BEGIN
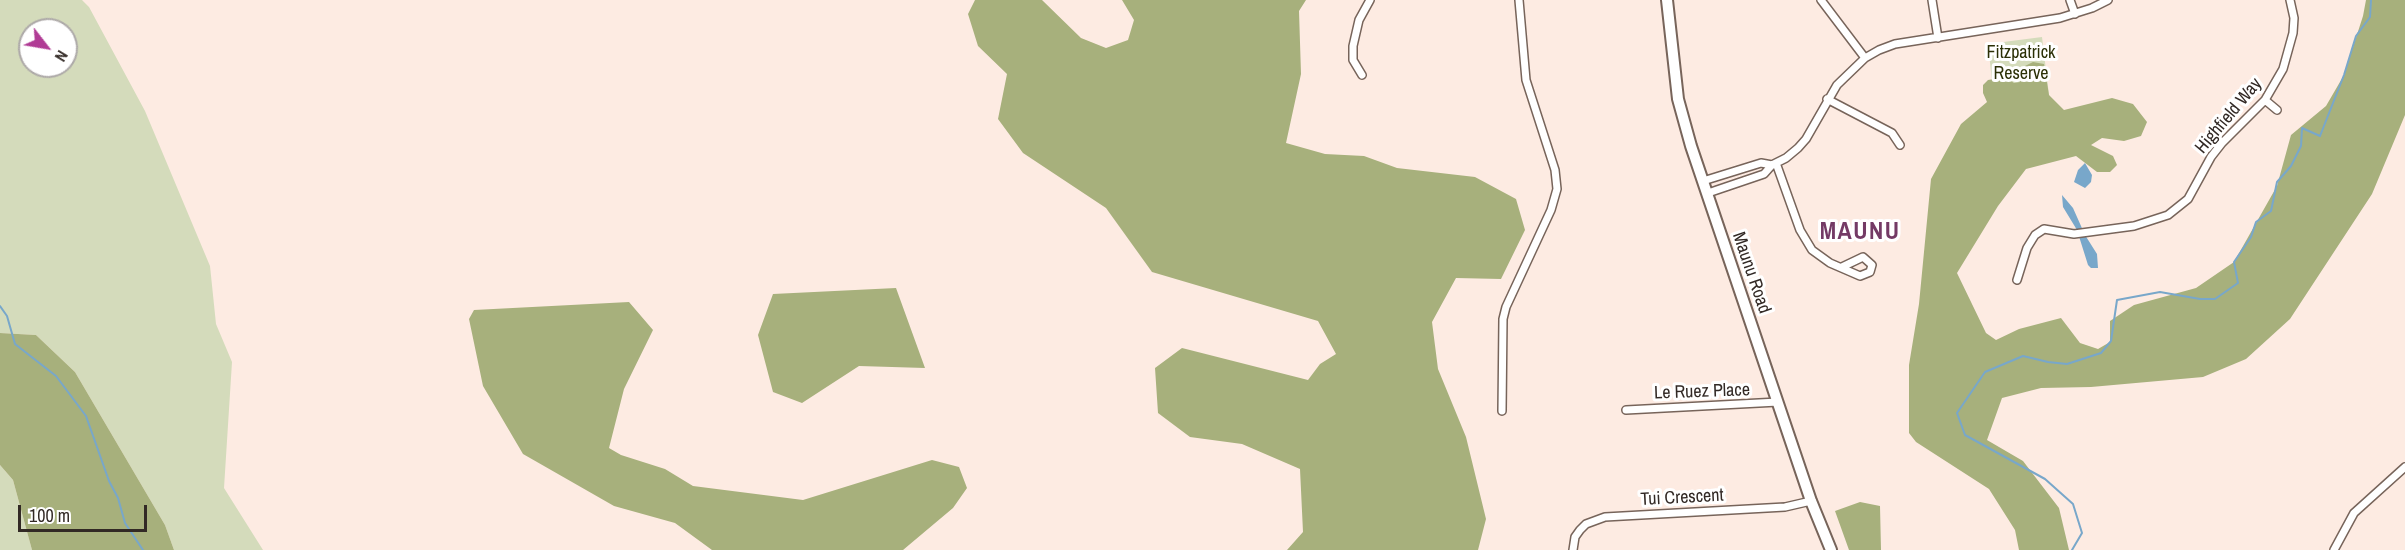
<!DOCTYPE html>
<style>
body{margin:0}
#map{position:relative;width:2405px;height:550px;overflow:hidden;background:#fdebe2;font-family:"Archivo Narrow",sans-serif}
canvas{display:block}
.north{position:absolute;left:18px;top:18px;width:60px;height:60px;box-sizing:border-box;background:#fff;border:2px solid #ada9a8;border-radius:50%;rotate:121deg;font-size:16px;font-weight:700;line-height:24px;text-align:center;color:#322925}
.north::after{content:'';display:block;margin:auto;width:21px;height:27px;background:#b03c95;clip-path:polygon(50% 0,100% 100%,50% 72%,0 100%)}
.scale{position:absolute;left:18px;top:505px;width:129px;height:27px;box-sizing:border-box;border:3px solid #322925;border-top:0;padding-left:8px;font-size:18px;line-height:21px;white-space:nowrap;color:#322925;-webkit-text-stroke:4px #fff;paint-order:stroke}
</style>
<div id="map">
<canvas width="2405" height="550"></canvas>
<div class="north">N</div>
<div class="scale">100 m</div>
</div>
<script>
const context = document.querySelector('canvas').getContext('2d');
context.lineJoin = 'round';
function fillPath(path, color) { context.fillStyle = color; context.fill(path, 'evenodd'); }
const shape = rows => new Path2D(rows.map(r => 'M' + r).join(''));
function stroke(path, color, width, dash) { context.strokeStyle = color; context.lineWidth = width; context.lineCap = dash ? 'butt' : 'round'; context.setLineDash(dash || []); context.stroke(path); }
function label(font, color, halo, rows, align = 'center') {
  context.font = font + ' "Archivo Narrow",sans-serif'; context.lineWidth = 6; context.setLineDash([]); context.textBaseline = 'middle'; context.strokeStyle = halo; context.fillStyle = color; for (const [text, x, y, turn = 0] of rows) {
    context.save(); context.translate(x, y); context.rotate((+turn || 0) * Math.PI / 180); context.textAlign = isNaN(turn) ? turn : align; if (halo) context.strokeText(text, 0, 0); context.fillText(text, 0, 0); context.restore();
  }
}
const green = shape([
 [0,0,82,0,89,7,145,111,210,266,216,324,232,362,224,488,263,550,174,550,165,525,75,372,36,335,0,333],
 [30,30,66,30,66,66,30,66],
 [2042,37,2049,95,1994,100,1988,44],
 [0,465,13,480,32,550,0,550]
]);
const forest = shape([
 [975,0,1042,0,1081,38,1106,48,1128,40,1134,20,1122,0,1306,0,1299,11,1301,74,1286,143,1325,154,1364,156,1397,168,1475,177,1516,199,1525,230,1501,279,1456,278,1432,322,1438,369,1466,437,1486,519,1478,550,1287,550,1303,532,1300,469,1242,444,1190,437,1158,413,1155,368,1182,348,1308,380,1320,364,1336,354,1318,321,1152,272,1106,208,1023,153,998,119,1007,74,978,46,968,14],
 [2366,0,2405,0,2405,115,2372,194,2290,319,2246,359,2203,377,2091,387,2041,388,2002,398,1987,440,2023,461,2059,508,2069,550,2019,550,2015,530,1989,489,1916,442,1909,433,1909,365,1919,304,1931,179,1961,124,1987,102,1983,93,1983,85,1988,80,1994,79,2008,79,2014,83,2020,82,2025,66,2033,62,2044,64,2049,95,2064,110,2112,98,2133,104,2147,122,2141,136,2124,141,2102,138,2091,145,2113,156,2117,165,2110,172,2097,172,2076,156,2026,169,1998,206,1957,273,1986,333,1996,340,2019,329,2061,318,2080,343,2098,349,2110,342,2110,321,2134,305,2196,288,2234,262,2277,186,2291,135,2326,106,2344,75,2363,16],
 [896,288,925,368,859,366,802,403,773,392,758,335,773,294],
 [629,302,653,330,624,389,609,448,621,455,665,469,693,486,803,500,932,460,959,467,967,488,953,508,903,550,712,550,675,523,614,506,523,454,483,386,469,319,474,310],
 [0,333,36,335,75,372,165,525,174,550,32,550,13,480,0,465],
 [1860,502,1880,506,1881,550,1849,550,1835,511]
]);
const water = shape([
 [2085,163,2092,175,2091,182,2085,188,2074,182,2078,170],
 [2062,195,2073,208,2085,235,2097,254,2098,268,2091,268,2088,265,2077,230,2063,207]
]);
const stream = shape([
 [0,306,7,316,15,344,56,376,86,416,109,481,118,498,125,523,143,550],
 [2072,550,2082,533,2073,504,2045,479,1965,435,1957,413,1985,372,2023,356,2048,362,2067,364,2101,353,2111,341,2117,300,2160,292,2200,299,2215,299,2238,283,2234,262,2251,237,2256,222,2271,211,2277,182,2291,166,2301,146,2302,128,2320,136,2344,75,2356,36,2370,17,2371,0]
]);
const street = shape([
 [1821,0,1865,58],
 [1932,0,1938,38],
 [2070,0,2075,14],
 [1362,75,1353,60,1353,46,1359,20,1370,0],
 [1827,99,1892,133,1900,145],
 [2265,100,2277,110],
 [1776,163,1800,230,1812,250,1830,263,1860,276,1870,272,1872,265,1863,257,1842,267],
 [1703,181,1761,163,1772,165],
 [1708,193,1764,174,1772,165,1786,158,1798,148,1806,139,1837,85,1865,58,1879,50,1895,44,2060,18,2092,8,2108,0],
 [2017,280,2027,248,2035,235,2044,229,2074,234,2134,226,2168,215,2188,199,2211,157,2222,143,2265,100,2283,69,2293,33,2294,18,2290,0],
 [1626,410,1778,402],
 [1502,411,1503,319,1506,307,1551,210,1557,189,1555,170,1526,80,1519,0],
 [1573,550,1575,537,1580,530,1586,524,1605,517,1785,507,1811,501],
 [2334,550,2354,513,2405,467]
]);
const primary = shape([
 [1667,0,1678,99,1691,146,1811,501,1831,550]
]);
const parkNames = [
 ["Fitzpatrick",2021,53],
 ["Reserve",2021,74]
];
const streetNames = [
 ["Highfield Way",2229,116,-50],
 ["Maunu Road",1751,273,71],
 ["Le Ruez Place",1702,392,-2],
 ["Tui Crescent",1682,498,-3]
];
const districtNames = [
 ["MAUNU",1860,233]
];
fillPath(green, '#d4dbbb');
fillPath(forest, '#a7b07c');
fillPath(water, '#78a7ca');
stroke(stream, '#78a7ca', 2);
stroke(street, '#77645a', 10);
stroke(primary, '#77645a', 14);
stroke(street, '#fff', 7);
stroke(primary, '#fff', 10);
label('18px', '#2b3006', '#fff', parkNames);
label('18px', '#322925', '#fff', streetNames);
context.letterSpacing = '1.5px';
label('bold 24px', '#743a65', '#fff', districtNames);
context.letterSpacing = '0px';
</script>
END
BEGIN
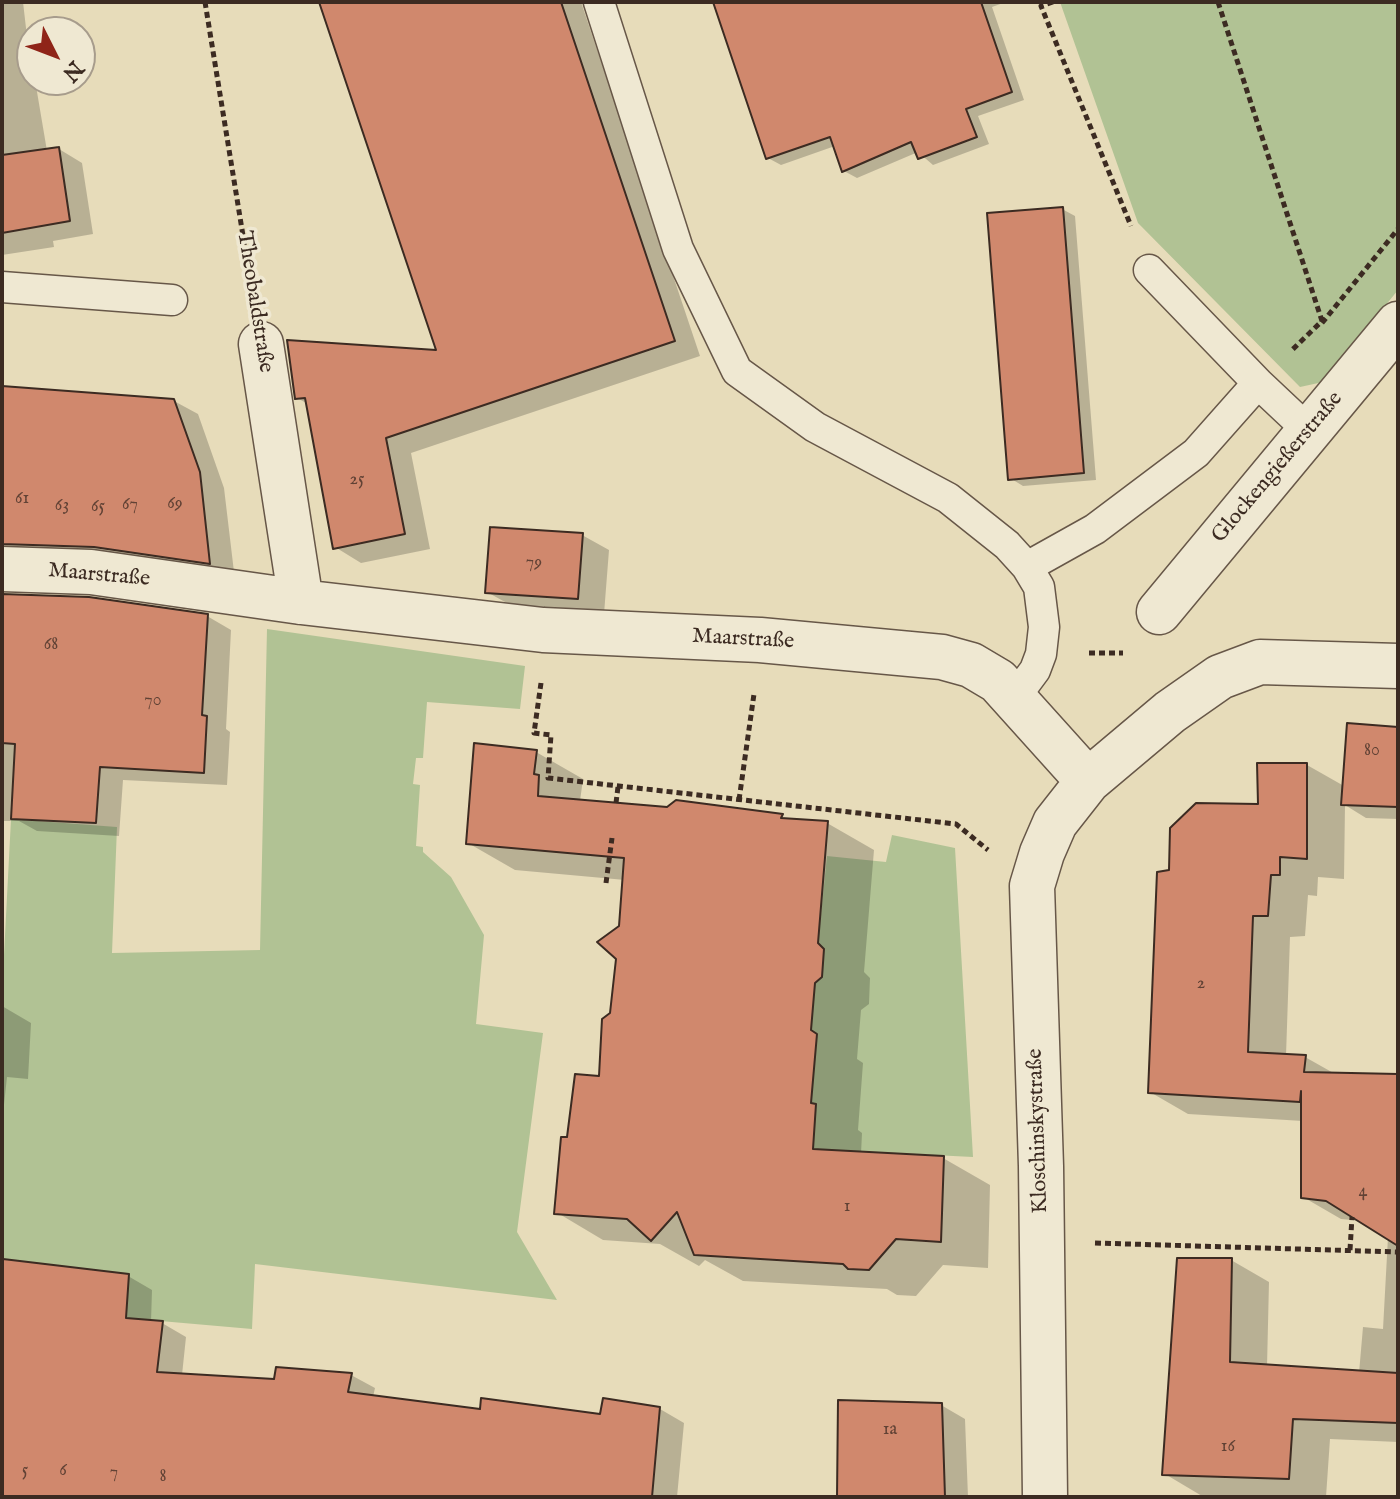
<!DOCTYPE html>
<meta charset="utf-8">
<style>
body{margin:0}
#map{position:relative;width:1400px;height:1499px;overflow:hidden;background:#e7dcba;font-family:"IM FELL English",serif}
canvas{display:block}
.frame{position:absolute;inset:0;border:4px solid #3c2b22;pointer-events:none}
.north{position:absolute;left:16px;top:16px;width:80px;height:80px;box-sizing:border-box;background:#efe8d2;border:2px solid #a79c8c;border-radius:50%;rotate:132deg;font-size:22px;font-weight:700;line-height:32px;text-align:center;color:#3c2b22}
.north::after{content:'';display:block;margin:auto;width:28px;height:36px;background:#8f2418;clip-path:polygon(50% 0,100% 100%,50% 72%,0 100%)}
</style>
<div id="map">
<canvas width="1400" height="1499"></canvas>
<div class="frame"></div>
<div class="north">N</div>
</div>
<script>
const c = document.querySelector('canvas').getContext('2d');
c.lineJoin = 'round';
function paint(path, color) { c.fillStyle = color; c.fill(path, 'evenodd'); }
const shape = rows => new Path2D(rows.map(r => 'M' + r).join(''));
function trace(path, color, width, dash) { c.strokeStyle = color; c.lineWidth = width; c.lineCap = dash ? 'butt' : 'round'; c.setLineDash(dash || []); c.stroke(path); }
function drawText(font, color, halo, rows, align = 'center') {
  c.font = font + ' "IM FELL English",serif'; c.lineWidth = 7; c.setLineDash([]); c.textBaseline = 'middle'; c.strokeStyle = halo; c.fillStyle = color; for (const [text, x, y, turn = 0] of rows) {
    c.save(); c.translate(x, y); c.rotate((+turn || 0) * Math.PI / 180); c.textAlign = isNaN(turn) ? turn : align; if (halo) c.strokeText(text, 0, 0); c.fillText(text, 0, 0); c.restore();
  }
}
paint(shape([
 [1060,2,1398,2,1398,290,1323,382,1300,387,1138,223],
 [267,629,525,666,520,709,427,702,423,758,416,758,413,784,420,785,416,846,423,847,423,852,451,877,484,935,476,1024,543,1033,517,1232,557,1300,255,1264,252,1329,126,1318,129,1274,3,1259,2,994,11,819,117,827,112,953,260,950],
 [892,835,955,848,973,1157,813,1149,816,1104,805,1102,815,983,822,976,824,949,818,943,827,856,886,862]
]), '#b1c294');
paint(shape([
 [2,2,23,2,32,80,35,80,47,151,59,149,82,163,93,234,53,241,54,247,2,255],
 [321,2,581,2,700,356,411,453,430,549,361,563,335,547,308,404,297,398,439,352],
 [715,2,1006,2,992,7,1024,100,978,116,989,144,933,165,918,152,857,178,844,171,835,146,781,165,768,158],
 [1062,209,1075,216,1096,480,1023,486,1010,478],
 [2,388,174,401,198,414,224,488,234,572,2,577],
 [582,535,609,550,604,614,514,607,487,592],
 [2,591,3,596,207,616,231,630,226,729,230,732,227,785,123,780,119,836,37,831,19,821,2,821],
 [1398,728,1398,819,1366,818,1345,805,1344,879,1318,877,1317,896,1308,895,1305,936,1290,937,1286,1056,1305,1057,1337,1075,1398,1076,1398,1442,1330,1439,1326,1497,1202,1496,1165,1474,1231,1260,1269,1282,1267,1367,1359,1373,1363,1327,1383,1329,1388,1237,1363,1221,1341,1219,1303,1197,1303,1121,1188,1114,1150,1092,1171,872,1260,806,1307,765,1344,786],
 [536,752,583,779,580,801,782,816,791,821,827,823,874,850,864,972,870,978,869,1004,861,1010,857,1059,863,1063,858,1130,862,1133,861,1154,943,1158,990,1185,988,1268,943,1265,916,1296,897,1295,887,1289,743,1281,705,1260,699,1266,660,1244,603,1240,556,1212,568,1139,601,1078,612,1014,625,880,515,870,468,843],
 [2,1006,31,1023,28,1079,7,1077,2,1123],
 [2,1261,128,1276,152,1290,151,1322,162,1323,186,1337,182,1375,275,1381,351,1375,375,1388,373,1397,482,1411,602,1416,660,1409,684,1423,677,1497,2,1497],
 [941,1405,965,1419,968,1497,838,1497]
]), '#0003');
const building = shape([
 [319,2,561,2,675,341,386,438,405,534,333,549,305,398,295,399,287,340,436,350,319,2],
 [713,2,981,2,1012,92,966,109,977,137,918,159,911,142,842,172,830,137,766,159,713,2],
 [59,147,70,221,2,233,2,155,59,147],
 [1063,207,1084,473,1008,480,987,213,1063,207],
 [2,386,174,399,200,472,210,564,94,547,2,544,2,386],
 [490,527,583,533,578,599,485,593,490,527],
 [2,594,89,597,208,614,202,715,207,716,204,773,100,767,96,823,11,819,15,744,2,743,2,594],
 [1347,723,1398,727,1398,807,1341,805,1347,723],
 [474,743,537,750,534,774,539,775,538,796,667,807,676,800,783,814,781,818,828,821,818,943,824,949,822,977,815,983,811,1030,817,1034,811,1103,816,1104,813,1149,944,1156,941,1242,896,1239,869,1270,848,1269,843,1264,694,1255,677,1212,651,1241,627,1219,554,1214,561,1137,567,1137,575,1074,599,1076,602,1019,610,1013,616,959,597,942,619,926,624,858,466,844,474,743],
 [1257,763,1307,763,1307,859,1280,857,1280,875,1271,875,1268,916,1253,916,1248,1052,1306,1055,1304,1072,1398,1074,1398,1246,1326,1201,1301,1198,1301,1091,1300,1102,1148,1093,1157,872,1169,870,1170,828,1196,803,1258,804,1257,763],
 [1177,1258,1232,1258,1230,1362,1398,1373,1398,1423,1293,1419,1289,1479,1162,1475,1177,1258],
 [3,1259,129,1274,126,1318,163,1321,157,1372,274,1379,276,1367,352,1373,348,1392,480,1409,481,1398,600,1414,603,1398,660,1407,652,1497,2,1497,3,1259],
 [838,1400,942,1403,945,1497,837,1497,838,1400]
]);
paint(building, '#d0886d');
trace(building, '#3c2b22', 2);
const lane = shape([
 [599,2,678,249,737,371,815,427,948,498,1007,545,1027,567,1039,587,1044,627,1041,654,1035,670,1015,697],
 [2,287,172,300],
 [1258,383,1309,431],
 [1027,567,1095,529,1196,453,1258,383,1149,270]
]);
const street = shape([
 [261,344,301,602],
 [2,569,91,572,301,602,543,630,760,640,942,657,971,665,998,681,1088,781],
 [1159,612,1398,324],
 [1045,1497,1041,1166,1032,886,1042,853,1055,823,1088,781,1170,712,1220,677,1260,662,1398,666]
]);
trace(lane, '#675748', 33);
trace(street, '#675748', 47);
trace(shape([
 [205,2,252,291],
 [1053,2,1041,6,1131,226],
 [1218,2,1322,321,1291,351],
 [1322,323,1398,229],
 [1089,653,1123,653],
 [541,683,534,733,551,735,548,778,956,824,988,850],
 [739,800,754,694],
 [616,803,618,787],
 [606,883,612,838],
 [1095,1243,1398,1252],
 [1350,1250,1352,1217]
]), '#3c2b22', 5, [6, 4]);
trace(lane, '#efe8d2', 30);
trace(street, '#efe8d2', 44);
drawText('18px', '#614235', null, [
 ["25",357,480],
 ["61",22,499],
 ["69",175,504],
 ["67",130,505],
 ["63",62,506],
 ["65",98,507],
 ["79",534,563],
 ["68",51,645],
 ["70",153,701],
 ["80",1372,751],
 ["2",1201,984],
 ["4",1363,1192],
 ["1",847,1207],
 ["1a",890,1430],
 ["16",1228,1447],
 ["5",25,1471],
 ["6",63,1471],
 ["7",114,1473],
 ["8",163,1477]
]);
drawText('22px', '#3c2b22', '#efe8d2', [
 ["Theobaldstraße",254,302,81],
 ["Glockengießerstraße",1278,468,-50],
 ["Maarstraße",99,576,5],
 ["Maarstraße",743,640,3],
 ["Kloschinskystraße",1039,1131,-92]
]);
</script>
END
**Exercise goal**
Give the number of lines in the entries above that contain the string "fillText", and nothing more.

**Answer to this exercise**
2